»»

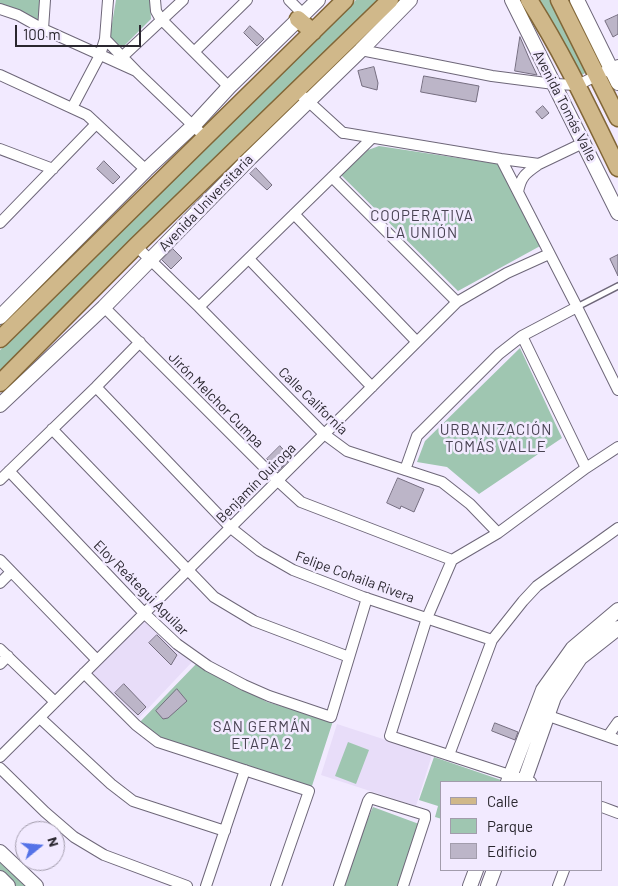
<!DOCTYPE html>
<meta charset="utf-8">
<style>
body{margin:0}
#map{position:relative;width:618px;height:886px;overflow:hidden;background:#f2eaff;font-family:Barlow,sans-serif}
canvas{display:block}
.legend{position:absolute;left:440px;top:781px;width:162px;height:90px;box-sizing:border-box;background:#f2eaff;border:1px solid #a29cac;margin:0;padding:6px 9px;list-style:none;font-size:15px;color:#2a272f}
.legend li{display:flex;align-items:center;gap:10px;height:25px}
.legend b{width:25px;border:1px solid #a29cac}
.north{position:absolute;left:15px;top:821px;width:50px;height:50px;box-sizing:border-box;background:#f2eaff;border:1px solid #a29cac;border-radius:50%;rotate:73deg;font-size:14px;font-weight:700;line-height:20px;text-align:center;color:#2a272f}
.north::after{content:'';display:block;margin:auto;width:18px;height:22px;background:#5472e7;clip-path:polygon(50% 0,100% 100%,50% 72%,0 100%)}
.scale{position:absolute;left:15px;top:25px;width:126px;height:22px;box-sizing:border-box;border:2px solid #2a272f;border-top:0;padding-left:6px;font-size:15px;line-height:18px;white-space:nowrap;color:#2a272f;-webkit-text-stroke:4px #f2eaff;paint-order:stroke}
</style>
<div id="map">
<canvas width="618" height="886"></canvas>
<ul class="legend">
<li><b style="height:6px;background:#d0b88a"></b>Calle</li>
<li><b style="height:14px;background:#9fc6b1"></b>Parque</li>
<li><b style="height:14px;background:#bcb5c8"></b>Edificio</li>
</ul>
<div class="north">N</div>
<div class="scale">100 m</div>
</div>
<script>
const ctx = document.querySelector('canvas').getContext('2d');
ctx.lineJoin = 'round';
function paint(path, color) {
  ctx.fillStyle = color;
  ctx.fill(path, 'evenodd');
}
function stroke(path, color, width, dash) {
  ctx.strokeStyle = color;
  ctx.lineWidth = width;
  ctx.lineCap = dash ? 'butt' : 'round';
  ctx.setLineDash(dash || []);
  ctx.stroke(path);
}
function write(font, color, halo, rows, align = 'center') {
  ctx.font = font + ' Barlow,sans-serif';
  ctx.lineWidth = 5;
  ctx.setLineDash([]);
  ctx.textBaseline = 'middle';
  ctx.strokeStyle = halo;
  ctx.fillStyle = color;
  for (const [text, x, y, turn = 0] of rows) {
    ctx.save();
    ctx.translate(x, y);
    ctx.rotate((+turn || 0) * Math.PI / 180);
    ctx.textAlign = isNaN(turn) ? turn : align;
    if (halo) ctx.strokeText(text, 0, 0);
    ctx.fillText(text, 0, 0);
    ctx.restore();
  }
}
paint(new Path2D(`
 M141 618 175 651 192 662 139 718 89 671Z
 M337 724 432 755 416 806 321 775Z`), '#e8ddf9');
paint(new Path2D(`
 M0 0H41L40 21 0 5Z
 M116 0H150L151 19 124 46 108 47Z
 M356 0H381L0 370V350Z
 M536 0H554L589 71 578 77Z
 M379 146 498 164 542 245 458 291 341 175 368 150Z
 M520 348 562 438 479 494 447 467 417 462 425 441Z
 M197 663 267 702 333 721 311 789 161 740 140 722Z
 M348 742 369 750 356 784 335 776Z
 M434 757 501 780V782H442V819L435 817 438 806 419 800Z
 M373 807 419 824 400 886H343L368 818Z
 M0 860 26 886H11L0 875Z`), '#9fc6b1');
const building = new Path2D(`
 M618 15V34L613 37 605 21Z
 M250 26 264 39 257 46 244 33Z
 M520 37 529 58 537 75 515 71Z
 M374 67 378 83 377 90 362 86 358 71Z
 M424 76 479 86 476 102 421 92Z
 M543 106 549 113 542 119 536 112Z
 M104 161 120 177 113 184 97 169Z
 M256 168 272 185 267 190 250 174Z
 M173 249 182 258 171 269 162 260Z
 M618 255V276L610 259Z
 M280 446 291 458 278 471 267 459Z
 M398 478 424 489 414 512 401 506 400 509 387 503Z
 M157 635 177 655 171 665 149 643Z
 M124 684 146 707 138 715 115 693Z
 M177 689 187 701 168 718 163 719 156 711Z
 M495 723 518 732 515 740 492 731Z`);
paint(building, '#bcb5c8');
stroke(building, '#756e80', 1);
const lane = new Path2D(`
 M577 307 618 286`);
const street = new Path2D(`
 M155 0 156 11 160 18 229 87
 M289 0 303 14
 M0 9 18 15 43 29 136 71
 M43 29 45 0
 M105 39 136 71 205 137
 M361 50 492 76 554 84 578 85 618 65
 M194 52 247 0
 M122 57 183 0
 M0 75 87 115 146 170
 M297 91 343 133H345L501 159 539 164 583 143
 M72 108 100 55 105 39 108 0
 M0 149 53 169
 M501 159 577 307 618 390
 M332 177 457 302
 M518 192C521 176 526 173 539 164
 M294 214 417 342
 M0 223 96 124
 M136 246 199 307 324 434 347 451 442 482 470 504 498 533
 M249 259 372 387
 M104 307 278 481 301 502 452 560
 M199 307 372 138
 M522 336 586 468
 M96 387 231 528 260 551 293 570 363 597 492 640
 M52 429 214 597 254 621 349 657
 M405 470 417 436 499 354 522 336 577 307
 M9 471 144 613 177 644 208 666 244 685 269 696 331 717 367 598
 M0 480 96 387 140 342
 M0 560 97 660
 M0 583 11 572
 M0 649 55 702
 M0 664 8 656
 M84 673 136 725 158 742 309 791 276 886
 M546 715 618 740
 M40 718 111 784 133 801 225 831
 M608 736 618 722
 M449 755 492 640 523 601 537 586 618 528
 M0 757 457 302 507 273 549 254
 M0 768 45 812 74 837 104 855 187 886
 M531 782 390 736 427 618 452 560 498 533 586 468 618 447
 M602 807 618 813
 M206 886 245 770
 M339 886 368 801 370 798 425 815V819L403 886
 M558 886 564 870`);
const secondary = new Path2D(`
 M512 0 618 213
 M577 0 618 83
 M0 317 146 170 194 125 229 87 318 0
 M0 405 104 307 250 158 361 50 410 0
 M508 782 543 690 573 648 618 610
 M524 782 554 697 580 658 618 628
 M0 852 36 886
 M0 878 8 886
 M470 886 476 870
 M488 886 494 870`);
const primary = new Path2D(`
 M529 0C563 53 590 111 618 168
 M559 0 618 118
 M298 19 313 32
 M0 339 345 0
 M0 383 136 246 390 0`);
stroke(lane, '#6e6779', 8);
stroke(street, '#6e6779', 12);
stroke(secondary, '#6e6779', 16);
stroke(primary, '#816637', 19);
stroke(lane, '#fff', 5);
stroke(street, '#fff', 10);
stroke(secondary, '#fff', 14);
stroke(primary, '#d0b88a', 16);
write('14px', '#2a272f', '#f2eaff', [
 ["Avenida Tomás Valle",565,106,63],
 ["Avenida Universitaria",206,203,-46],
 ["Jirón Melchor Cumpa",216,400,45],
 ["Calle California",313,401,44],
 ["Benjamín Quiroga",256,483,-45],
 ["Felipe Cohaila Rivera",355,577,20],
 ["Eloy Reátegui Aguilar",141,588,45]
]);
ctx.letterSpacing = '1px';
write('15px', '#494353', '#f2eaff', [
 ["COOPERATIVA",422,216],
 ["LA UNIÓN",422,233],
 ["URBANIZACIÓN",496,430],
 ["TOMÁS VALLE",496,447],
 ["SAN GERMÁN",262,727],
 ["ETAPA 2",262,744]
]);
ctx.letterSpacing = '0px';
</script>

««

■ What you have to do:
Retype exactly, and only, the lines above from the one where "ctx.strokeStyle = halo;" occurs up to and including the one where "M405 470 417 436 499 354 522 336 577 307" occurs.

■ Exercise result:
  ctx.strokeStyle = halo;
  ctx.fillStyle = color;
  for (const [text, x, y, turn = 0] of rows) {
    ctx.save();
    ctx.translate(x, y);
    ctx.rotate((+turn || 0) * Math.PI / 180);
    ctx.textAlign = isNaN(turn) ? turn : align;
    if (halo) ctx.strokeText(text, 0, 0);
    ctx.fillText(text, 0, 0);
    ctx.restore();
  }
}
paint(new Path2D(`
 M141 618 175 651 192 662 139 718 89 671Z
 M337 724 432 755 416 806 321 775Z`), '#e8ddf9');
paint(new Path2D(`
 M0 0H41L40 21 0 5Z
 M116 0H150L151 19 124 46 108 47Z
 M356 0H381L0 370V350Z
 M536 0H554L589 71 578 77Z
 M379 146 498 164 542 245 458 291 341 175 368 150Z
 M520 348 562 438 479 494 447 467 417 462 425 441Z
 M197 663 267 702 333 721 311 789 161 740 140 722Z
 M348 742 369 750 356 784 335 776Z
 M434 757 501 780V782H442V819L435 817 438 806 419 800Z
 M373 807 419 824 400 886H343L368 818Z
 M0 860 26 886H11L0 875Z`), '#9fc6b1');
const building = new Path2D(`
 M618 15V34L613 37 605 21Z
 M250 26 264 39 257 46 244 33Z
 M520 37 529 58 537 75 515 71Z
 M374 67 378 83 377 90 362 86 358 71Z
 M424 76 479 86 476 102 421 92Z
 M543 106 549 113 542 119 536 112Z
 M104 161 120 177 113 184 97 169Z
 M256 168 272 185 267 190 250 174Z
 M173 249 182 258 171 269 162 260Z
 M618 255V276L610 259Z
 M280 446 291 458 278 471 267 459Z
 M398 478 424 489 414 512 401 506 400 509 387 503Z
 M157 635 177 655 171 665 149 643Z
 M124 684 146 707 138 715 115 693Z
 M177 689 187 701 168 718 163 719 156 711Z
 M495 723 518 732 515 740 492 731Z`);
paint(building, '#bcb5c8');
stroke(building, '#756e80', 1);
const lane = new Path2D(`
 M577 307 618 286`);
const street = new Path2D(`
 M155 0 156 11 160 18 229 87
 M289 0 303 14
 M0 9 18 15 43 29 136 71
 M43 29 45 0
 M105 39 136 71 205 137
 M361 50 492 76 554 84 578 85 618 65
 M194 52 247 0
 M122 57 183 0
 M0 75 87 115 146 170
 M297 91 343 133H345L501 159 539 164 583 143
 M72 108 100 55 105 39 108 0
 M0 149 53 169
 M501 159 577 307 618 390
 M332 177 457 302
 M518 192C521 176 526 173 539 164
 M294 214 417 342
 M0 223 96 124
 M136 246 199 307 324 434 347 451 442 482 470 504 498 533
 M249 259 372 387
 M104 307 278 481 301 502 452 560
 M199 307 372 138
 M522 336 586 468
 M96 387 231 528 260 551 293 570 363 597 492 640
 M52 429 214 597 254 621 349 657
 M405 470 417 436 499 354 522 336 577 307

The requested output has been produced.